§ PROBLEM DESCRIPTION
If a line of the records holds the word "water", copy it out.

━━ DATA EXCERPTS ━━

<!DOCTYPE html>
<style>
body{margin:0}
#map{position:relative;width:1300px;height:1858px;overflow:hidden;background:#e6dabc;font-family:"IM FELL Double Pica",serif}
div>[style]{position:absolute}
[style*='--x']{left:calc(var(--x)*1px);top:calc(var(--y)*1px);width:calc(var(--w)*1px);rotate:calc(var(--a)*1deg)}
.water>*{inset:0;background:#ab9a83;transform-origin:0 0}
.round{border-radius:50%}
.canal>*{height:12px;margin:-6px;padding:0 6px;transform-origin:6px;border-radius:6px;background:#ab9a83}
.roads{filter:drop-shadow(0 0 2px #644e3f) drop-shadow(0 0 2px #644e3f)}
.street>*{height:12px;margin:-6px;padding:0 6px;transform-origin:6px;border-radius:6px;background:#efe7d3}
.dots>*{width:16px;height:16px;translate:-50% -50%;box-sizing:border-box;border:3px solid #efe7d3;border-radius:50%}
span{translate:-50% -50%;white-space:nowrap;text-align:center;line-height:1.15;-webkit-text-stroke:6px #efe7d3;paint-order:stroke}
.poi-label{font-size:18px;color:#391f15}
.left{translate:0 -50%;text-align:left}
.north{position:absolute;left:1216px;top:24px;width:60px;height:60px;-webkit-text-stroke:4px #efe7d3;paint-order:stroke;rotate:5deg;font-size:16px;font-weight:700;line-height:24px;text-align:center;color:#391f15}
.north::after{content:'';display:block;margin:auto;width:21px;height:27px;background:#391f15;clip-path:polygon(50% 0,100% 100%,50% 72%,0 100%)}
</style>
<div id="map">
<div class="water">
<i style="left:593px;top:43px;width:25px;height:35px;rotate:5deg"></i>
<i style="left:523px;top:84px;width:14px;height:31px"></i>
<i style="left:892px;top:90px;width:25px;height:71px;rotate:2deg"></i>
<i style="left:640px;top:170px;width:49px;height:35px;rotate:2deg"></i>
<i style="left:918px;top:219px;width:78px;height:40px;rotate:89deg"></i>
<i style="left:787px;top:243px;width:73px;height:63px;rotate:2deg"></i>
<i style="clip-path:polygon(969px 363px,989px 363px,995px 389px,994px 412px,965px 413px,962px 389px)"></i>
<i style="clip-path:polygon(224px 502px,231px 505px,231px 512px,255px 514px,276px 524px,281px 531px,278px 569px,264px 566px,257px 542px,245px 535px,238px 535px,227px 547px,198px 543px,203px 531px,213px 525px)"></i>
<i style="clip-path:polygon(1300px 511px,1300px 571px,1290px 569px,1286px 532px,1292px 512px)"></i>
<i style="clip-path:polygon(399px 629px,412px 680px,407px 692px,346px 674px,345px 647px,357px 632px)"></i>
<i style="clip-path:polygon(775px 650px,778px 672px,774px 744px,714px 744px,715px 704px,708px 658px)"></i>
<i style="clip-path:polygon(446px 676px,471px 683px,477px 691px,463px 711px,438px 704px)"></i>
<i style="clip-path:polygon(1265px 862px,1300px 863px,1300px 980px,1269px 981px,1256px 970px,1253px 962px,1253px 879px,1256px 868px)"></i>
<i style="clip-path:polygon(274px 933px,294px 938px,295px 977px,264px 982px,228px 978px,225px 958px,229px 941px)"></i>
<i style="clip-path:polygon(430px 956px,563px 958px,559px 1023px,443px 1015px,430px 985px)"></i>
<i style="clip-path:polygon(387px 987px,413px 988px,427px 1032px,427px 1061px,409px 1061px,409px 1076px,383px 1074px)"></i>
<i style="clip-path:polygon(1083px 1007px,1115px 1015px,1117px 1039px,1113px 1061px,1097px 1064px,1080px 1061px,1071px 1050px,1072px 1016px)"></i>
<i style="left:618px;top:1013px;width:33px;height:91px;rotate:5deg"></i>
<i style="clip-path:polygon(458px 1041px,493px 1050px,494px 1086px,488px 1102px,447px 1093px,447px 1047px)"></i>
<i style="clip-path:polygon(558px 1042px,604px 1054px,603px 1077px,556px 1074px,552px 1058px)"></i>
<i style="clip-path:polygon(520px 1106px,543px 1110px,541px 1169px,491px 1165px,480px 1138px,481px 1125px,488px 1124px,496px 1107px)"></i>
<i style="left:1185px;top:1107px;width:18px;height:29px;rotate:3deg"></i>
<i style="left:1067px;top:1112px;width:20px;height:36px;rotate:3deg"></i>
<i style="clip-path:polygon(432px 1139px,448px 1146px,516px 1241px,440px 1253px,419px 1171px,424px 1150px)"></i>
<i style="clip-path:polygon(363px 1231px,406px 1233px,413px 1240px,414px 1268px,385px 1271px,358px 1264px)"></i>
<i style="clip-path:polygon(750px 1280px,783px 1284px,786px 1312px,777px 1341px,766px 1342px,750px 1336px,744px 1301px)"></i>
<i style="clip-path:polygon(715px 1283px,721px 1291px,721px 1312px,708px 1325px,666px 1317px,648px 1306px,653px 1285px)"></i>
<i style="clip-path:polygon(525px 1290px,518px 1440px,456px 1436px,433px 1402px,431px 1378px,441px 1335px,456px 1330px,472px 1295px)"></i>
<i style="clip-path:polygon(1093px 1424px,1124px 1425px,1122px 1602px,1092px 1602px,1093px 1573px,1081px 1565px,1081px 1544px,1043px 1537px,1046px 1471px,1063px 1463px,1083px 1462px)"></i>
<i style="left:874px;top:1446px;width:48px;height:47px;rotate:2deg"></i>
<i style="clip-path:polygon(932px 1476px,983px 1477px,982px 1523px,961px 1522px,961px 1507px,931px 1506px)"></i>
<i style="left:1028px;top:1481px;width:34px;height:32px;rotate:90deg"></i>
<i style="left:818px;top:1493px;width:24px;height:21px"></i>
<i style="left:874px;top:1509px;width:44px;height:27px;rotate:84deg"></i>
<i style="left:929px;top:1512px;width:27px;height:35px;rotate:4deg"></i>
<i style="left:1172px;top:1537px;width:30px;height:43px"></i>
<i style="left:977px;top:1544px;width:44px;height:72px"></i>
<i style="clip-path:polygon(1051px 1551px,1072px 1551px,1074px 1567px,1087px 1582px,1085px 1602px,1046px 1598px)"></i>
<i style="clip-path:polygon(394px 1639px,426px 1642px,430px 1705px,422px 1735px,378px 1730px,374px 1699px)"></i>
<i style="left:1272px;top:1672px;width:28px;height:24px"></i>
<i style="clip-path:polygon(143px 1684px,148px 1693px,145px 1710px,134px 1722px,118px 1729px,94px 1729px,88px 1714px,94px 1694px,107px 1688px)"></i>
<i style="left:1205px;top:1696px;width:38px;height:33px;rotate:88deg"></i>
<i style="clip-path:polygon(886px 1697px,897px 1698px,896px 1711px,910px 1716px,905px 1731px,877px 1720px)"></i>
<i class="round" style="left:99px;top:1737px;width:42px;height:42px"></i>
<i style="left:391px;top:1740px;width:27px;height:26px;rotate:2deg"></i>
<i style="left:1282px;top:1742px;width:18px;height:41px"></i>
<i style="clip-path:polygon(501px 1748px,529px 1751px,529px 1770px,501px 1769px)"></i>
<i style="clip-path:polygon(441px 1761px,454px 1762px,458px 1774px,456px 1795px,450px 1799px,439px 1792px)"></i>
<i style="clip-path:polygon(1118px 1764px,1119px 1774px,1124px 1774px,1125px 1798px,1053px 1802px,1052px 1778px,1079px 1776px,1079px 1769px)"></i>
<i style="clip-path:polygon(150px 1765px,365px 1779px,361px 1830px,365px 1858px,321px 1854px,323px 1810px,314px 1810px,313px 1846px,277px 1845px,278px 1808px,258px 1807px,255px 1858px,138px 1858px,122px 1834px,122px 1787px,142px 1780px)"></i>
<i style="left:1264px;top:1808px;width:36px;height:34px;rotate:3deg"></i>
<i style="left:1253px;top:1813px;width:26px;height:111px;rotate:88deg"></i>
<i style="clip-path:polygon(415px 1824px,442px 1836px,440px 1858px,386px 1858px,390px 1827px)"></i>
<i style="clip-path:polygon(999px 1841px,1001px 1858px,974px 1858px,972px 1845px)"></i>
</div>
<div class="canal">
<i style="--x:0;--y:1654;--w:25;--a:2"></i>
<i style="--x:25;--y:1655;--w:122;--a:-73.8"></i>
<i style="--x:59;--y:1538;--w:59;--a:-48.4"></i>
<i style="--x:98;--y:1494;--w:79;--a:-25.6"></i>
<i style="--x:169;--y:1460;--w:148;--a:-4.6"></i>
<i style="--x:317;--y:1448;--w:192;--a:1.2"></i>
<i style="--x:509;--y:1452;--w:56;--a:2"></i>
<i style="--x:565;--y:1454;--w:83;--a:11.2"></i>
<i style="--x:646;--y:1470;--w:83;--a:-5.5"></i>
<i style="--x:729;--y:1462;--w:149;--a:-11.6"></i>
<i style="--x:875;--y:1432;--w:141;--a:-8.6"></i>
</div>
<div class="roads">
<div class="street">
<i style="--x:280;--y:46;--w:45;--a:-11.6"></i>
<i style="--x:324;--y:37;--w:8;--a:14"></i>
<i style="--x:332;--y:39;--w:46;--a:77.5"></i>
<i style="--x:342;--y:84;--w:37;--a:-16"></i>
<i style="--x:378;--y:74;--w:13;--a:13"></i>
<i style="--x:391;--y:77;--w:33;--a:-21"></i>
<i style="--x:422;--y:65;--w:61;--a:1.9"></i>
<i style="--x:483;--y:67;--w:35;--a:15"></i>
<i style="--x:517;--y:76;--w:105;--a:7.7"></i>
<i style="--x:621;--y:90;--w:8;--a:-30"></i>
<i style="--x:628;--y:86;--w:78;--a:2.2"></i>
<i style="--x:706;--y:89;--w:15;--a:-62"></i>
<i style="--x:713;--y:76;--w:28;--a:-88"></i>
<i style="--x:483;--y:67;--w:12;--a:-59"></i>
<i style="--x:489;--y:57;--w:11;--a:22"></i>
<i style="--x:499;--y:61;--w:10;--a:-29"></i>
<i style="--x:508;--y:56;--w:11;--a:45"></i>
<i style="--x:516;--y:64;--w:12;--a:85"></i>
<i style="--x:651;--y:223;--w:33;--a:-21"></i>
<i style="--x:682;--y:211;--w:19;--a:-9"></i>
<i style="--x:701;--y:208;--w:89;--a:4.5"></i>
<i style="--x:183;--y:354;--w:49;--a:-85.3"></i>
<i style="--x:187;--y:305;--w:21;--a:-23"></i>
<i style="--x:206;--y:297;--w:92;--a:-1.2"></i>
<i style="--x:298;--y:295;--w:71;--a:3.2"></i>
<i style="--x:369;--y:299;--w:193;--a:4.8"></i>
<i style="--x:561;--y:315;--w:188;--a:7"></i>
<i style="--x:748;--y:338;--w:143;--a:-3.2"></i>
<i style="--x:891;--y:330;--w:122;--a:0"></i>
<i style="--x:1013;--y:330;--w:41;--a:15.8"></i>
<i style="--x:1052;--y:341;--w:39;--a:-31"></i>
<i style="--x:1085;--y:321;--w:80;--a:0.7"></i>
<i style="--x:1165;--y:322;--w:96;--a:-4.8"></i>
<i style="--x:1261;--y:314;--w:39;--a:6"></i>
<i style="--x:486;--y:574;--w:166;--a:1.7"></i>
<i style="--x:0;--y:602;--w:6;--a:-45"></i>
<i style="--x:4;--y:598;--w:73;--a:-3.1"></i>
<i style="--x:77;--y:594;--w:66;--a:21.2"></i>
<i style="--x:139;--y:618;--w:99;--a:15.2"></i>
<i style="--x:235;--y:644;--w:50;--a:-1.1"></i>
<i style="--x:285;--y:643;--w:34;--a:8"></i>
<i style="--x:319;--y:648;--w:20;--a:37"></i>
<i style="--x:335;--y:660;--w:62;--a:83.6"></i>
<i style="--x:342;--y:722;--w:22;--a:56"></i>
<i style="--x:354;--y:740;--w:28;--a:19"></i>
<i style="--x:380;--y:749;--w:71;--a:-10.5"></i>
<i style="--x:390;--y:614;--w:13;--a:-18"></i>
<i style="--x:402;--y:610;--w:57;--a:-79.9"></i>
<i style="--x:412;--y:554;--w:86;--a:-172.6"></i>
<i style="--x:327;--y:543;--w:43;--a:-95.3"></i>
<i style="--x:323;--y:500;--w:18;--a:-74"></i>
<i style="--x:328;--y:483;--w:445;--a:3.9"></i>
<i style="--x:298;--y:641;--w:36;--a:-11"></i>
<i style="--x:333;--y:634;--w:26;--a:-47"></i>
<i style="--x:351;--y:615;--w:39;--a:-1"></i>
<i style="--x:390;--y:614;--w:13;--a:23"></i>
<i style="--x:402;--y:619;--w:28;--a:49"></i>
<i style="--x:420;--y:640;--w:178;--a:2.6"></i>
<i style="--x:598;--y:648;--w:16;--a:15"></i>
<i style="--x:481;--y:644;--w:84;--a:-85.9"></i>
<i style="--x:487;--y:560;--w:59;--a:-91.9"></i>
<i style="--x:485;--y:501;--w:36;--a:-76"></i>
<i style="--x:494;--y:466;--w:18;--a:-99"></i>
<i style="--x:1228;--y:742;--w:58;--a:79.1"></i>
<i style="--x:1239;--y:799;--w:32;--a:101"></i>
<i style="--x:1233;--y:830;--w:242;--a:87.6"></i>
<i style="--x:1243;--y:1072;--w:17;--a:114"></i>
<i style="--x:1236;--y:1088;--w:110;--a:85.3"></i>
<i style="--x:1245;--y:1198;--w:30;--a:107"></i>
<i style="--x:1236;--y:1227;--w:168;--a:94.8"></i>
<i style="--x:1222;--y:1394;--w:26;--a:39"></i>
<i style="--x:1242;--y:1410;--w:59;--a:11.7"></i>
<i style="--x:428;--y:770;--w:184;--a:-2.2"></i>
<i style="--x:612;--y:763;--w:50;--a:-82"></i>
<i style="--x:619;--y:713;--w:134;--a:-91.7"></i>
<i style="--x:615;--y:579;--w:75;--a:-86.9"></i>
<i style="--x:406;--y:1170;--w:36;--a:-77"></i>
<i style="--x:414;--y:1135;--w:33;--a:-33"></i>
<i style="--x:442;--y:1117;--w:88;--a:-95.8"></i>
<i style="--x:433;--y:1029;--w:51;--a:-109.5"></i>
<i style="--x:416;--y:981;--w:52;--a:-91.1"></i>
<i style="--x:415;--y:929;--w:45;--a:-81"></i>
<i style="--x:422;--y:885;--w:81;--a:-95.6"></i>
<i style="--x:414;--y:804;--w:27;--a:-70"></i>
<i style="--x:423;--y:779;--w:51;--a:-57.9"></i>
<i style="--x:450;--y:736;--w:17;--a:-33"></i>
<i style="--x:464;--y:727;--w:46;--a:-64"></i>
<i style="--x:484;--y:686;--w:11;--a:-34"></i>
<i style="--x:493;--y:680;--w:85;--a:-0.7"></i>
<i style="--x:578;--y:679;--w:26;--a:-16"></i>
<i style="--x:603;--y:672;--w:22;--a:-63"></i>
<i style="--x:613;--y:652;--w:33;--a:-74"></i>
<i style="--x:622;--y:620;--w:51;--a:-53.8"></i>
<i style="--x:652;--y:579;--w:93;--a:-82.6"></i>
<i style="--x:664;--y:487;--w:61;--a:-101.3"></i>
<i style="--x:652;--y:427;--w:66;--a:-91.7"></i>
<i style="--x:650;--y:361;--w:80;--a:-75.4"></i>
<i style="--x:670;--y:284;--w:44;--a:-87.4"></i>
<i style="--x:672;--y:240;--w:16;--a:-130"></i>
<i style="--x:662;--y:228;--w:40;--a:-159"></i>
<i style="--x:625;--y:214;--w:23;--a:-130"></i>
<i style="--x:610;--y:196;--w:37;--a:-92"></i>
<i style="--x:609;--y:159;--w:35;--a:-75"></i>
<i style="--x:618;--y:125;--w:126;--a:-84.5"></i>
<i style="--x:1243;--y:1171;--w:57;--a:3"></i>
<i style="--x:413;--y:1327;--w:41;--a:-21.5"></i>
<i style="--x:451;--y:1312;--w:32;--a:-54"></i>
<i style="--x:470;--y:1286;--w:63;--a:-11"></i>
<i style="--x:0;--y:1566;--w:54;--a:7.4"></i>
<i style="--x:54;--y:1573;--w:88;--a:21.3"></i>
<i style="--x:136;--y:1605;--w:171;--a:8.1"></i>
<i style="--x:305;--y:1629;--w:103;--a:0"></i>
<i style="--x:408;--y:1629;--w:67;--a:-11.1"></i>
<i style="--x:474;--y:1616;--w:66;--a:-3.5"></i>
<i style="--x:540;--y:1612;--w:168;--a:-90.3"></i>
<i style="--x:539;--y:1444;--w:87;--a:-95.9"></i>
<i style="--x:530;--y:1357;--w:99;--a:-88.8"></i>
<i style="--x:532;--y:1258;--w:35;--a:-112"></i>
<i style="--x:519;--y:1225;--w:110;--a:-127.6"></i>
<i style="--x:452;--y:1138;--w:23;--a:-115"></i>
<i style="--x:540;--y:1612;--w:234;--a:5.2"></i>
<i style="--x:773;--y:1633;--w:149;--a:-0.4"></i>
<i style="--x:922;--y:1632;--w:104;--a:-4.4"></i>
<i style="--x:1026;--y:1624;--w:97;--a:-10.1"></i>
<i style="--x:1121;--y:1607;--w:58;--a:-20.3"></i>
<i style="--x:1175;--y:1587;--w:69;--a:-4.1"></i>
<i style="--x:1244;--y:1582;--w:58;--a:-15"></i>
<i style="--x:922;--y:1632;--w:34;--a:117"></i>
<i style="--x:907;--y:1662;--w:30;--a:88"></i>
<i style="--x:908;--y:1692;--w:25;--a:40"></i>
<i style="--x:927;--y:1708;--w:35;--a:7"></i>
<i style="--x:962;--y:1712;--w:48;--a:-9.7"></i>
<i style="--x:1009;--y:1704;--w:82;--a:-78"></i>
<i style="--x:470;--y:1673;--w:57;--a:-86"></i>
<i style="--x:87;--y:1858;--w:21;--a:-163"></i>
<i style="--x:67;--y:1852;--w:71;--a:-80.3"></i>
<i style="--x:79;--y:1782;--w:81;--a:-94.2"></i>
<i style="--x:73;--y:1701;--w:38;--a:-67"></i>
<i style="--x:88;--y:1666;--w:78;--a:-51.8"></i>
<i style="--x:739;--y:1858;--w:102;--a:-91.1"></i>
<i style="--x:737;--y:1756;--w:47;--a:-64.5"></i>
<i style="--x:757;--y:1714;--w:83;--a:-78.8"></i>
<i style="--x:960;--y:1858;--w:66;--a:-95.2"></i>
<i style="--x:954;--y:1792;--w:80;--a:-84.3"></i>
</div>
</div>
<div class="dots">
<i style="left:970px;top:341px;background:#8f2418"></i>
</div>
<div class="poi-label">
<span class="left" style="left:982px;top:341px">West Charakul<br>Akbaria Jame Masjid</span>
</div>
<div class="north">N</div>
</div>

━━━

§ RESULT OF THE EXERCISE
.water>*{inset:0;background:#ab9a83;transform-origin:0 0}
<div class="water">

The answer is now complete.